This is going to be an awkward Christmas...

By now my family at large, aunts, uncles, cousins etc largely know that I dropped school again. They know I have "issues" but I've never come out and really told anyone anything in detail. They know how many times I've dropped school of course and the fact that I still live at home, they know a little about me having depression, but not much more than that. A couple know more than others do. I know a few of my cousins and other relatives would just not, DO not, understand. One cousin has always been particularly condescending towards me ever since my problems have become more widely known. She means well I guess but she treats me like a 6 year old and wants to "fix me". That family has always been about success success success anyway and every time I meet them they want to know "what are you doing, what have you done" obviously nothing or very little but they always make a point of asking. Then they go on to wallow in their own achievements.
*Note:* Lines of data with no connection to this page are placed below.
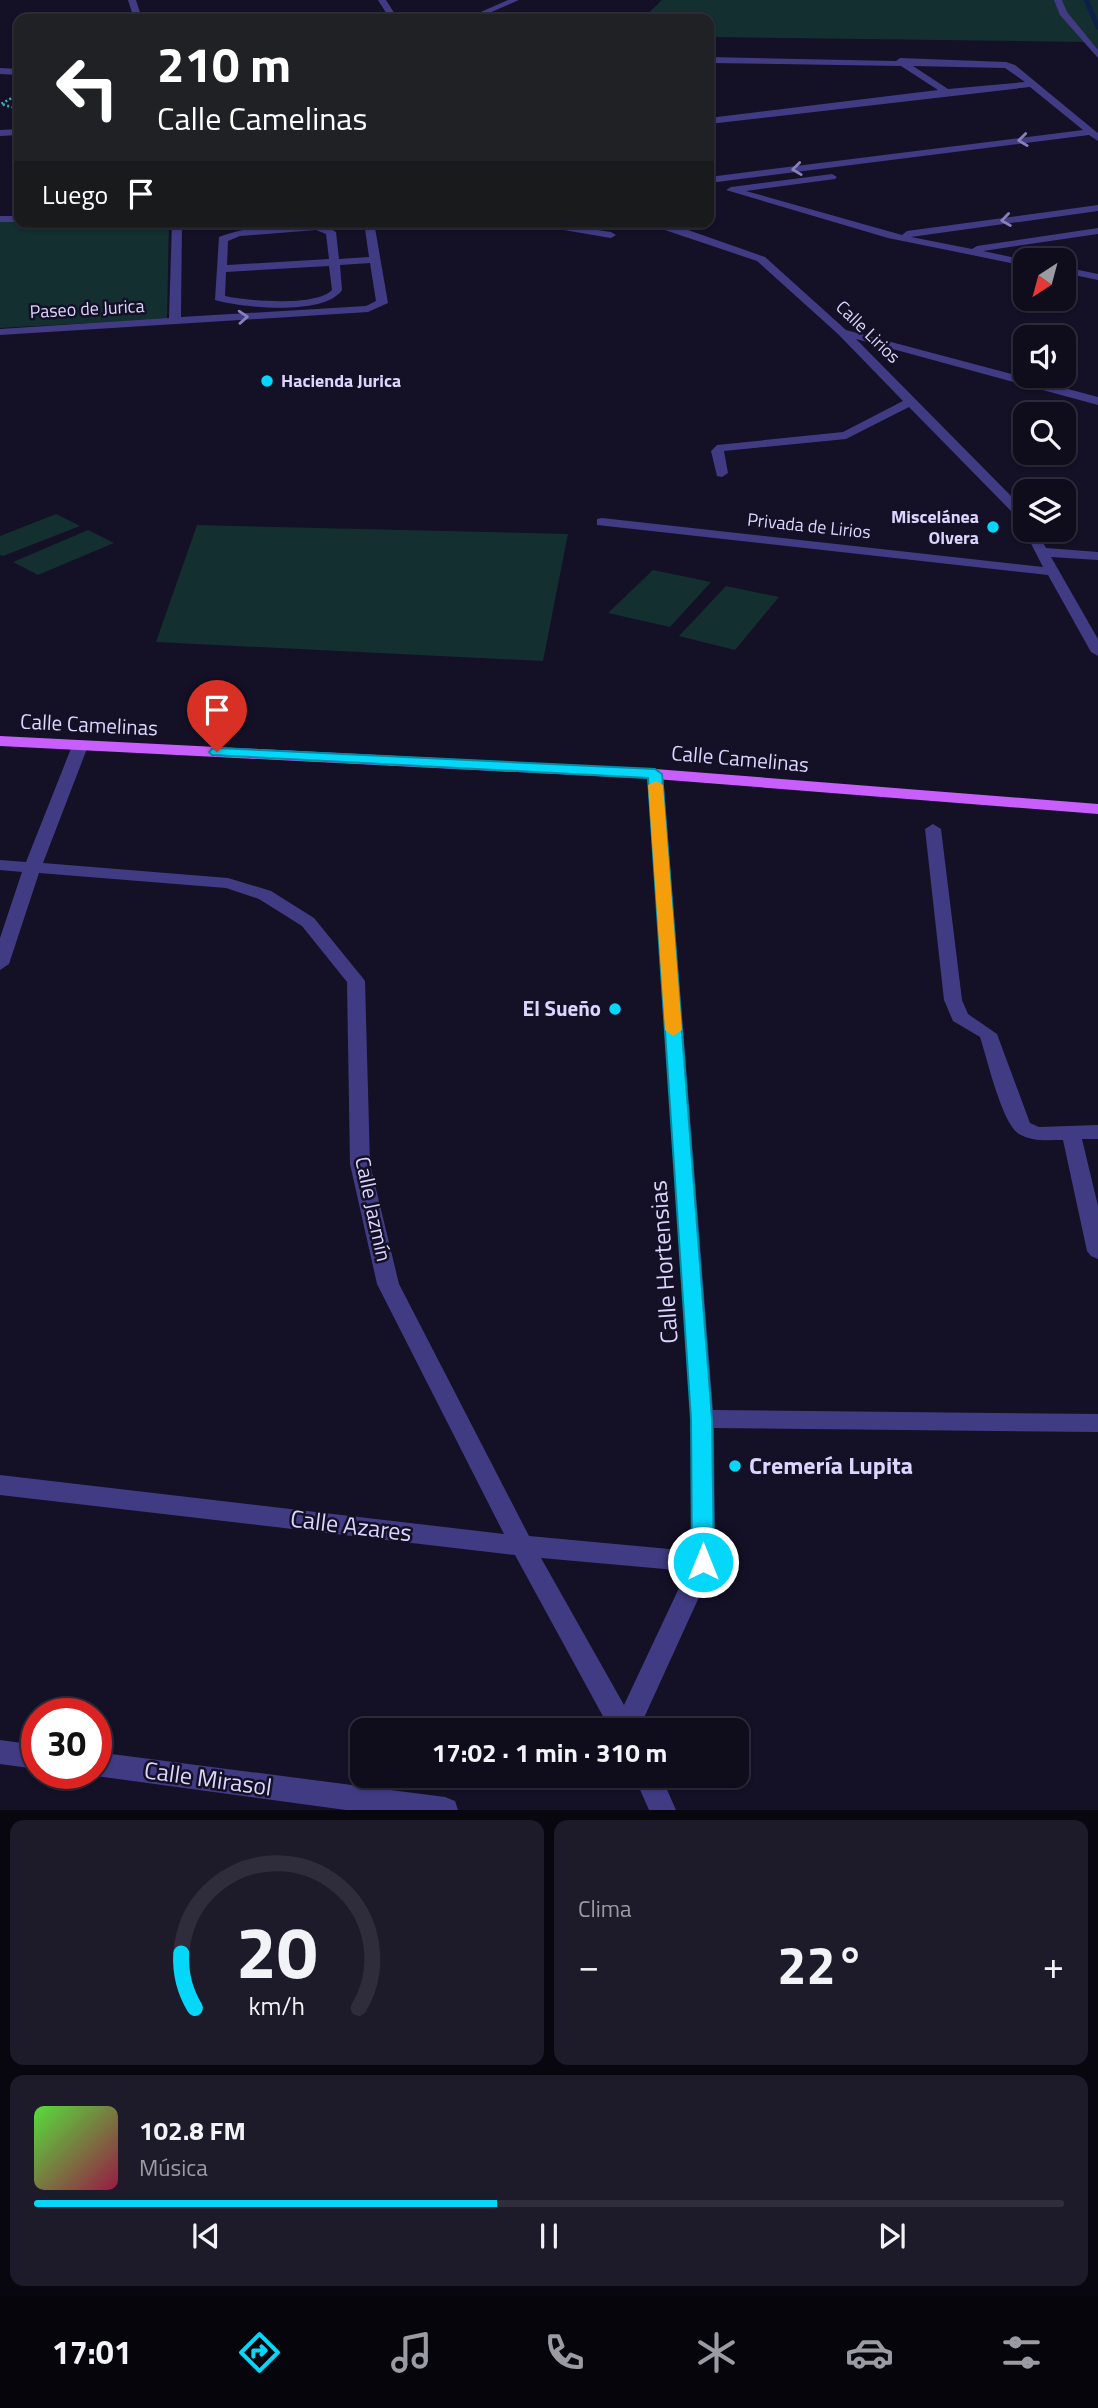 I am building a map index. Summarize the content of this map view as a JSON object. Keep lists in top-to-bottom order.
{
  "streets": {
    "main road": ["Calle Camelinas"],
    "street": [
      "Paseo de Jurica",
      "Calle Lirios",
      "Privada de Lirios",
      "Calle Jazmín",
      "Calle Hortensias",
      "Calle Azares",
      "Calle Mirasol"
    ]
  },
  "crossings": [
    ["Calle Camelinas", "Calle Hortensias"],
    ["Calle Jazmín", "Calle Azares"],
    ["Calle Hortensias", "Calle Azares"]
  ],
  "places": [
    "Hacienda Jurica",
    "Miscelánea Olvera",
    "El Sueño",
    "Cremería Lupita"
  ],
  "north": "bottom left",
  "page": {
    "turn": ["210 m", "Calle Camelinas"],
    "then": "Luego",
    "limit": "30",
    "trip": "17:02 · 1 min · 310 m",
    "tile": "Clima",
    "heat": ["−", "22°", "+"],
    "song": ["102.8 FM", "Música"],
    "tabs": "17:01",
    "gauge": ["20", "km/h"]
  }
} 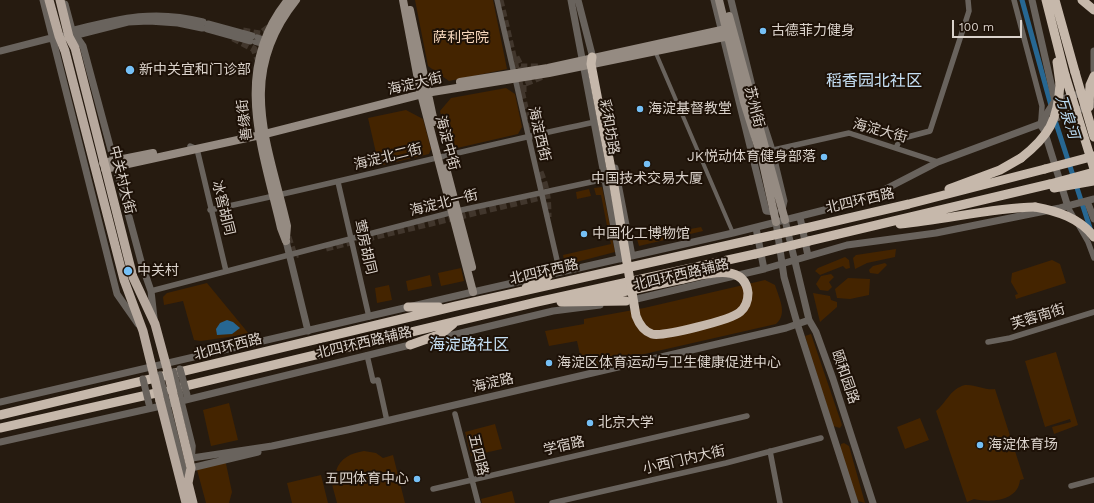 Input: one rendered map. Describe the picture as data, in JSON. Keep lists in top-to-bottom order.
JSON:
{
  "streets": {
    "highway": ["北四环西路"],
    "main road": [
      "海淀大街",
      "苏州街",
      "善缘街",
      "海淀中街",
      "中关村大街"
    ],
    "street": [
      "彩和坊路",
      "海淀西街",
      "海淀北二街",
      "海淀北一街",
      "冰窖胡同",
      "莺房胡同",
      "北四环西路辅路",
      "芙蓉南街",
      "颐和园路",
      "海淀路",
      "学宿路",
      "五四路",
      "小西门内大街"
    ]
  },
  "crossings": [
    ["海淀大街", "苏州街"],
    ["海淀大街", "善缘街"],
    ["海淀大街", "彩和坊路"],
    ["海淀大街", "海淀西街"],
    ["海淀大街", "海淀中街"],
    ["海淀大街", "中关村大街"],
    ["海淀大街", "北四环西路"],
    ["海淀大街", "冰窖胡同"],
    ["苏州街", "北四环西路"],
    ["苏州街", "北四环西路辅路"],
    ["苏州街", "颐和园路"],
    ["善缘街", "海淀北二街"],
    ["善缘街", "海淀北一街"],
    ["善缘街", "北四环西路辅路"],
    ["彩和坊路", "海淀北二街"],
    ["彩和坊路", "海淀北一街"],
    ["彩和坊路", "北四环西路辅路"],
    ["海淀西街", "海淀北二街"],
    ["海淀西街", "海淀北一街"],
    ["海淀西街", "北四环西路辅路"],
    ["海淀中街", "海淀北二街"],
    ["海淀中街", "海淀北一街"],
    ["海淀中街", "北四环西路辅路"],
    ["海淀北二街", "冰窖胡同"],
    ["海淀北二街", "莺房胡同"],
    ["中关村大街", "北四环西路辅路"],
    ["北四环西路", "北四环西路辅路"],
    ["北四环西路", "颐和园路"],
    ["海淀北一街", "冰窖胡同"],
    ["海淀北一街", "莺房胡同"],
    ["莺房胡同", "北四环西路辅路"],
    ["北四环西路辅路", "颐和园路"],
    ["颐和园路", "海淀路"],
    ["学宿路", "五四路"]
  ],
  "districts": ["稻香园北社区", "海淀路社区"],
  "water": ["万泉河"],
  "parks": ["萨利宅院"],
  "places": [
    "古德菲力健身",
    "新中关宜和门诊部",
    "海淀基督教堂",
    "JK悦动体育健身部落",
    "中国技术交易大厦",
    "中国化工博物馆",
    "中关村",
    "海淀区体育运动与卫生健康促进中心",
    "北京大学",
    "海淀体育场",
    "五四体育中心"
  ],
  "scale_bar": "100 m"
} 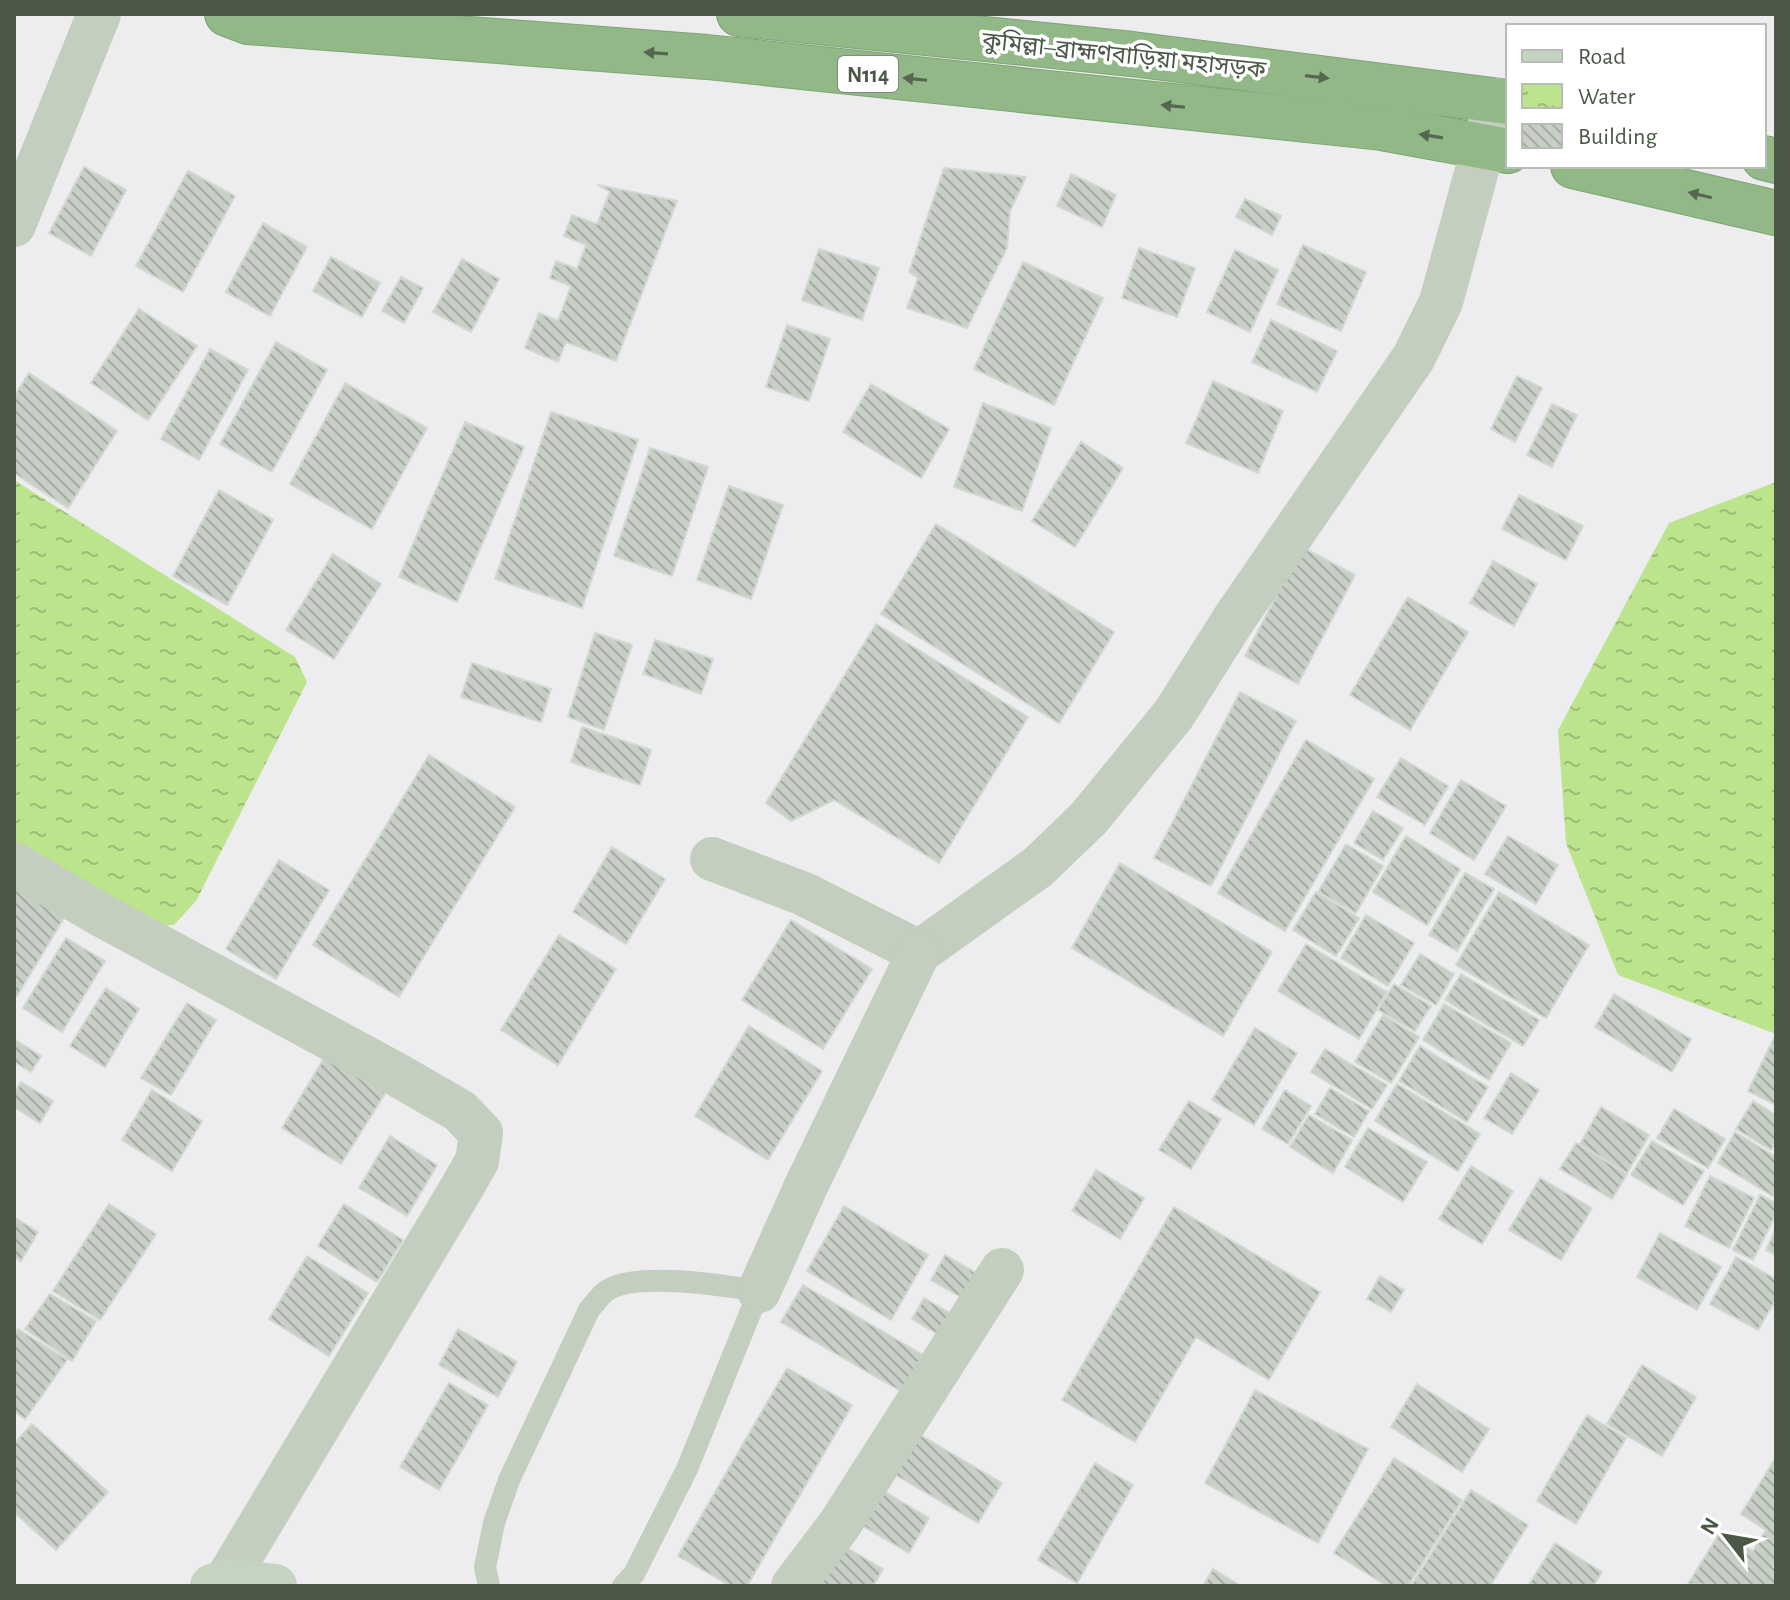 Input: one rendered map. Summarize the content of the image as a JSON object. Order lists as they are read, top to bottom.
{
  "streets": {
    "highway": ["কুমিল্লা–ব্রাহ্মণবাড়িয়া মহাসড়ক", "N114"]
  },
  "legend": ["Road", "Water", "Building"],
  "north": "top left"
}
I remember talking to said cousin when I was working 7-11 way back, a time I was doing MUCH better emotionally than now, and she actually said "I couldn't do that, I guess I'm always just focused on the 'bigger picture'" blah blah blah. Anyway as always we will be having everyone over for Christmas dinner and going over to their houses. I'm used to feeling like a failure in their presence but I've been particularly beaten down these past few months. So yeah these family dinners are going to be awkward for me. I'm actually still looking forward to Christmas otherwise. I really wish I could just skip them and have dinner with my immediate family but that would just look worse, they would enquire about what's wrong, why I'm not there etc.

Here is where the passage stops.